Soapbox: Pompey memories

Soapbox
Ahead of tomorrow’s game, Peter Allen’s warm and witty article on Sunderland and Portsmouth produced a little lively banter at the Pompey Online website where, last season, we found our star Who Are They? contributor Equinox (described by me as a Pompey fan living within Drogba diving distance of the Stadium of Light). It also got our own Pete Sixsmith thinking, and he has come up with a few more jewels linking the two clubs……

Lovely piece by Peter Allen on Portsmouth and it brought back a few memories of the links between Sunderland and Portsmouth on a general and personal level.

First of all, both Roker and Fratton had stands designed by Archibald Leitch, with their distinctive criss cross pattern. One of my first memories of Roker is of the main stand, its front unsullied by adverts for Northern Gas (“WorGas”) and Byers Dunn Turvey Garages, selling Austin, Morris and Triumph cars to an unsuspecting public.

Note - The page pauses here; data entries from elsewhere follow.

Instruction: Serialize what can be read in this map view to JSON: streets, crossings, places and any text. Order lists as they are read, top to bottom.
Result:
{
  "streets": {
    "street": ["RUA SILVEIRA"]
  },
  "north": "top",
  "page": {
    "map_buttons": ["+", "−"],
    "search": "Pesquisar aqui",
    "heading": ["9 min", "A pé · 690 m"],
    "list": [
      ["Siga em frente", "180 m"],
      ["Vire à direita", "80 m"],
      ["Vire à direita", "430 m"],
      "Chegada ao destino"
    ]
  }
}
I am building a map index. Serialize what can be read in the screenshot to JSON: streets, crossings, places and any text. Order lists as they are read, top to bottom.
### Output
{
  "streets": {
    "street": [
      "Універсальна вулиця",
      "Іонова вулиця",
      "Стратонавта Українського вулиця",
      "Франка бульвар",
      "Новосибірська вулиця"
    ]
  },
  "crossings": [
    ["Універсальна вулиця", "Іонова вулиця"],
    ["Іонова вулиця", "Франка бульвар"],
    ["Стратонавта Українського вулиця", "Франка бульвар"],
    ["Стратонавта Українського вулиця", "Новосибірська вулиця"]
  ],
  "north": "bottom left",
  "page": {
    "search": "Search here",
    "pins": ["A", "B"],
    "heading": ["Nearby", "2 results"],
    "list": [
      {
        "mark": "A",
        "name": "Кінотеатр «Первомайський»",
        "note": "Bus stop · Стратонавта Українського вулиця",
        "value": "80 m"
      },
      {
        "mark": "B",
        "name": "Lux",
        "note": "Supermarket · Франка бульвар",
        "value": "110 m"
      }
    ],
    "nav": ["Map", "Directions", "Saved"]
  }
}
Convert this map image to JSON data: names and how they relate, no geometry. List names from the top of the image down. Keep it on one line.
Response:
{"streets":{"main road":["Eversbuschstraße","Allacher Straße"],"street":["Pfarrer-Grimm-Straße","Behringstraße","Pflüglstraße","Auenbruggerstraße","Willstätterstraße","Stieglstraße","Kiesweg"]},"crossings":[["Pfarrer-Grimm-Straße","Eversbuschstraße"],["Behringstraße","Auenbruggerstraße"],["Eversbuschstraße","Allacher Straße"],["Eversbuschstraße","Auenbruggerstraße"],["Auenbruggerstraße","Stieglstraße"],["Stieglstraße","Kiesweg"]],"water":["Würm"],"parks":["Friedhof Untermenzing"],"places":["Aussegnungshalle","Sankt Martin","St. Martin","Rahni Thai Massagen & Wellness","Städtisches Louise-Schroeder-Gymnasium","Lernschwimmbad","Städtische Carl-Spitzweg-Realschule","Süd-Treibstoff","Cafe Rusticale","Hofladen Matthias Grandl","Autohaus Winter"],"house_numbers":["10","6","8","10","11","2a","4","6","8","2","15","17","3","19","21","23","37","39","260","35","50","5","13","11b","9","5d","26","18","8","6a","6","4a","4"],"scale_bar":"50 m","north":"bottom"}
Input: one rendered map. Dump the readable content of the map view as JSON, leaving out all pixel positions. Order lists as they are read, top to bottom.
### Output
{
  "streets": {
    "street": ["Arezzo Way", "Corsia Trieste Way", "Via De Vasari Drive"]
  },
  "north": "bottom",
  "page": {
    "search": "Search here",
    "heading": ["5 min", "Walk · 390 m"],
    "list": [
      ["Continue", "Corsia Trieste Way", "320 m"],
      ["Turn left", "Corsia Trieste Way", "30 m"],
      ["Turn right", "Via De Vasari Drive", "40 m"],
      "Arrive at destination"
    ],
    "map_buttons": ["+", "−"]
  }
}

The Sunderland Echo and the Portsmouth Evening News were owned by the same group, the imaginatively titled Portsmouth and Sunderland Newspapers, and of course, we suffered our first ( and unfortunately not last) relegation at Pompey in 1958.

Not that I experienced that. I was still in the habit of trudging up Cardigan Road with my dad and his dad, to see Leeds RLFC take on the might of Bramley and Bradford Northern.

Many Sunderland men were stationed in Portsmouth during the war and followed both sides afterwards. Pompey won the League Championship in 1949 and a guy I used to work with, a season ticket holder at Roker throughout the 1960s and 70s, claimed to have seen every home game that year. He also claimed to be visiting every port in the world at the same time, so perhaps he was stretching the truth a little.

Growing up in Shildon, I took an interest in Pompey through the man who ran the local corner shop. The suitably named Norman Corner, Grocer and General Dealer, had a nephew called Bryan Snowdon who played for Portsmouth. In his shop, amidst the bacon slicer, bottles of Jones’s Lemonade and tins of loose biscuits, were cuttings from newspapers of Bryan in team photographs, playing for Pompey and an extra special portrait of him from Charles Buchan’s Football Monthly. Once a year Bryan would visit his Uncle Norman, the word would get out and snotty nosed urchins would appear outside the shop clutching autograph books and pens, ready to claim the great mans signature. He seemed a very modest guy, but was obviously as rich as Croesus as he had a Ford Zephyr parked outside the shop.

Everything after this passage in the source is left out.